Compartir Diana Morales | Feb 6 2012

Es un entorno que se conoce como club de campo, donde se esconden una colección de las mejores villas y pequeñas fincas entre los suaves pliegues de los montes que dominan un profundo mar azul, lo que forma una parte muy importante de lo que podría describirse como “El estilo de vida de la Riviera”. Este estilo lo asociamos con balnearios clásicos como los que encontramos en la costa Azul francesa, Estoril, la costa de Liguria y también en los idílicos parajes de la costa californiana o española.

El Madroñal, Benahavis

Fueron estos lugares los que atrajeron a las “élites” a través de los tiempos primero para pasar las vacaciones de invierno y más tarde muchos decidieron fijar su residencia allí durante todo o parte del año. De esa manera, las continuas llegadas de nacionales y foráneos, aquellos que podían permitirse el lujo de escoger los mejores sitios para su estancia, dieron origen a lo que se ha conocido como “Riviera” – una población privilegiada y costera que ostentaba las mejores playas, grandes hoteles y elegantes paseos.

Esos parajes, aunque se han vuelto más modernos, han conservado su mágico encanto y se han ido expandiendo desde un pequeño núcleo en la costa absorbiendo poco a poco lujosas zonas residenciales y clubs de golf ubicados en las primeras estribaciones de las colinas y montañas que dominan el mar y la vegetación circundante.
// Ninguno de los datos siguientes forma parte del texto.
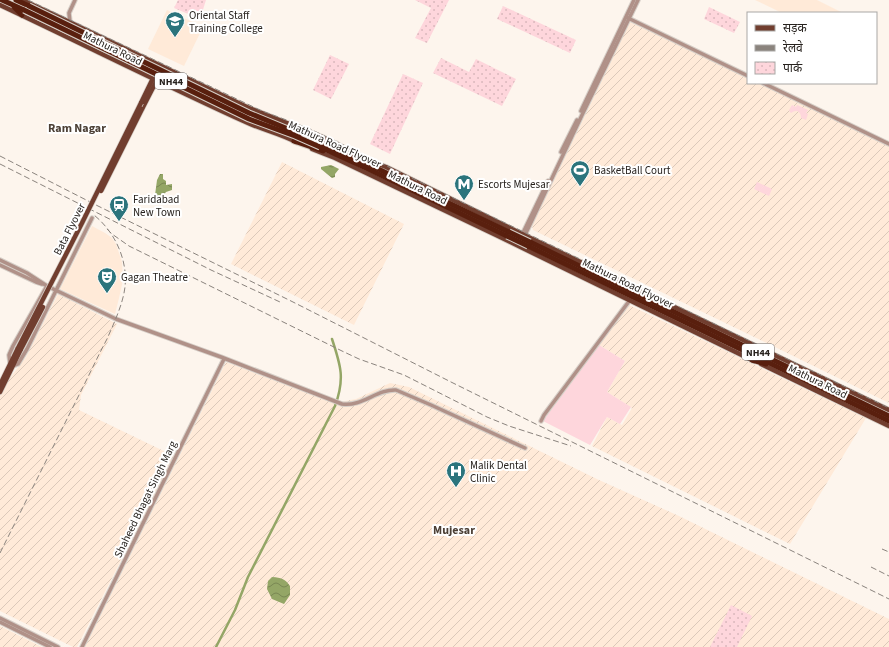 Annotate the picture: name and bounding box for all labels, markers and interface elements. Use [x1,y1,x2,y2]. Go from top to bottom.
place label: Oriental Staff Training College [189,8,263,36]
school or university icon: Oriental Staff Training College [164,10,186,38]
legend [747,12,877,84]
text: सड़क [783,20,808,37]
street label: Mathura Road [81,28,145,69]
text: रेलवे [783,40,803,57]
text: पार्क [783,60,803,77]
road number: NH44 [155,73,187,89]
street label: Mathura Road Flyover [286,117,384,172]
district label: Ram Nagar [48,120,106,137]
sports icon: BasketBall Court [569,159,591,187]
place label: BasketBall Court [594,163,671,178]
street label: Mathura Road [386,167,450,208]
metro station icon: Escorts Mujesar [453,173,475,201]
place label: Escorts Mujesar [478,177,550,192]
place label: Faridabad New Town [133,192,181,220]
station icon: Faridabad New Town [108,194,130,222]
street label: Bata Flyover [50,200,89,258]
street label: Mathura Road Flyover [580,255,676,312]
theatre icon: Gagan Theatre [96,266,118,294]
place label: Gagan Theatre [121,270,188,285]
road number: NH44 [742,344,774,360]
street label: Mathura Road [786,361,850,402]
street label: Shaheed Bhagat Singh Marg [111,438,181,560]
place label: Malik Dental Clinic [470,458,527,486]
hospital icon: Malik Dental Clinic [445,460,467,488]
district label: Mujesar [433,522,475,539] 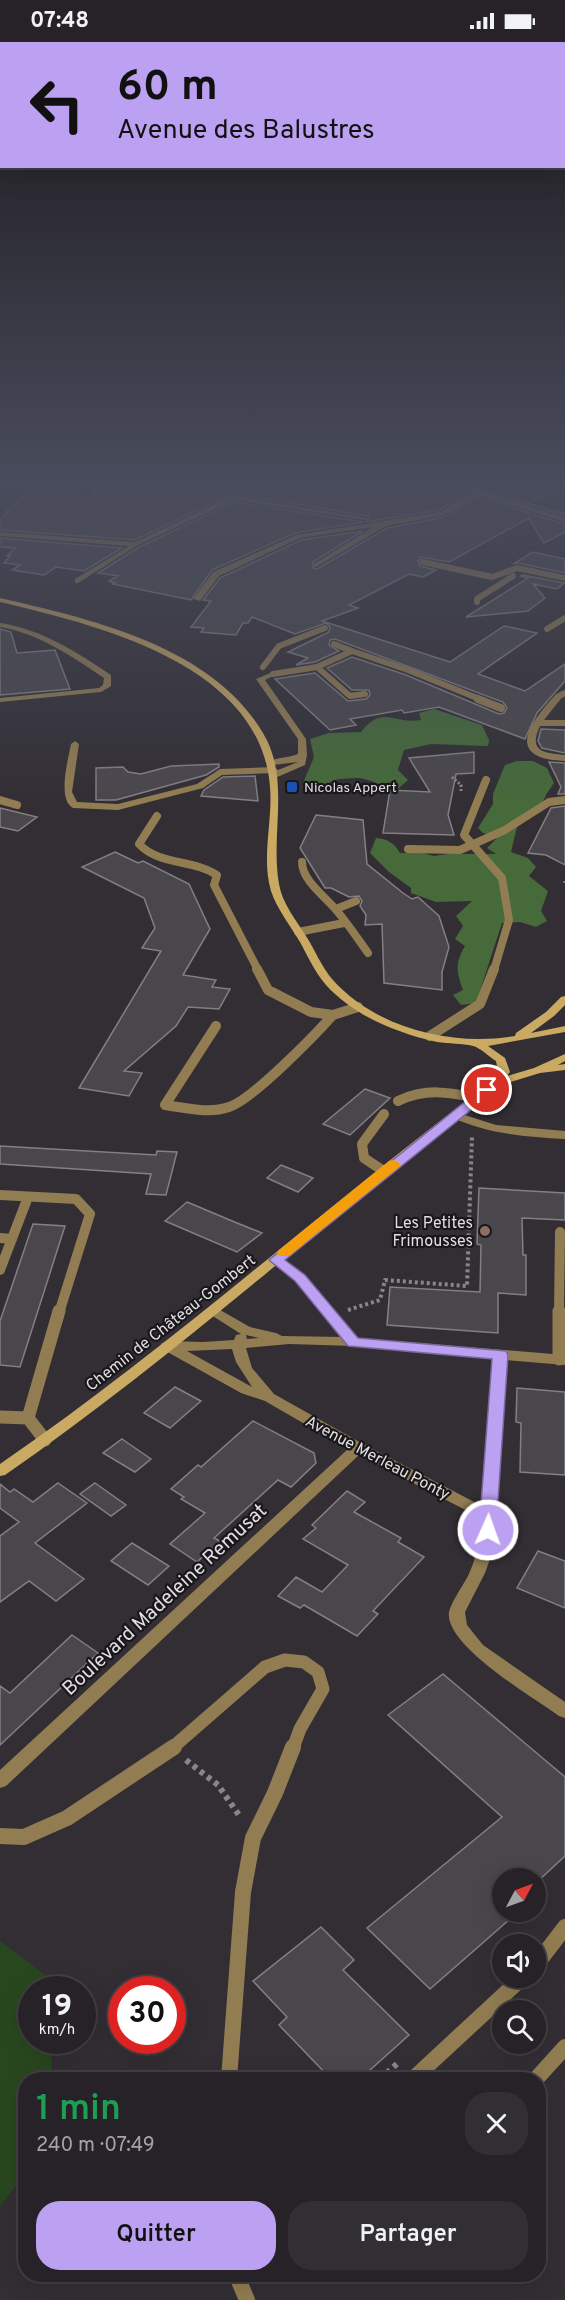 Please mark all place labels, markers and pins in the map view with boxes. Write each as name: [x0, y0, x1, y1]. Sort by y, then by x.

El Madroñal es uno de esos lugares. Comparable a las exclusivas zonas residenciales sobre las laderas de los montes de California o del sur de Francia, El Madroñal bordea la carretera que sale de la costa y se abre camino y asciende por la serranía hacia el encantador pueblo de Ronda, situado a unos 60 kilómetros.

Originariamente, una serie de extensos dominios privados que cubrían hectáreas de las exuberantes laderas mediterráneas orientadas al mar, parte del actual El Madroñal, fueron propiedad del pintoresco Adnan Kashoggi. Se dice que animales salvajes rondaban por sus extensas tierras que albergaron numerosas fiestas con “glamour” de los años 70 y 80. Desde entonces la zona se ha convertido en una de las áreas residenciales más destacadas y exclusivas de Marbella.

El Madroñal, Marbella

Ascendiendo por la carretera dejamos atrás a San Pedro de Alcántara, un pequeño pueblo en el término de Marbella, y al pie de las colinas nos da la bienvenida una serie de urbanizaciones. Entre ellas se encuentran Los Arqueros, un campo de golf y club de campo desarrollados y gestionados por Taylor Woodrow y La Heredia, el encantador complejo de adosadas inspiradas en el tradicional estilo de pueblo andaluz. Tras estas, el verdor se vuelve más intenso y las vistas se tornan más panorámicas. Lujosas villas construidas sobre grandes terrenos privados, muy característicos de esta zona, forman la exclusiva zona residencial conocida como El Madroñal. Le sigue La Zagaleta, un lujoso club de campo y golf privado, y es aquí donde la naturaleza se manifiesta con todo su esplendor en la maravillosa belleza de sus montañas, valles y cascadas.

Los tamaños y estilos de las propiedades son distintos, aunque la mayoría son enormes viviendas privadas diseñadas en una versión moderna de una clásica casa española. El entorno natural parece inspirar a la gente a buscar un estilo rústico, aunque con todas las comodidades modernas imaginables. El hecho de vivir en las montañas ofrece a muchos propietarios una oportunidad única de disfrutar de vistas de Marbella a la izquierda y del infinito Mediterráneo a la derecha. Varios campos de golf serpentean por los valles de la zona, mientras que la parte más alta sigue siendo en su mayoría dominada por olivares, vegetación mediterránea y las rutas de senderismo que tanto atraen a los excursionistas a este paraje natural.

El Madroñal aporta a Marbella un estilo de vida clásico donde se funde lo mejor del mar y de la montaña aunque los separen 10 minutos de distancia.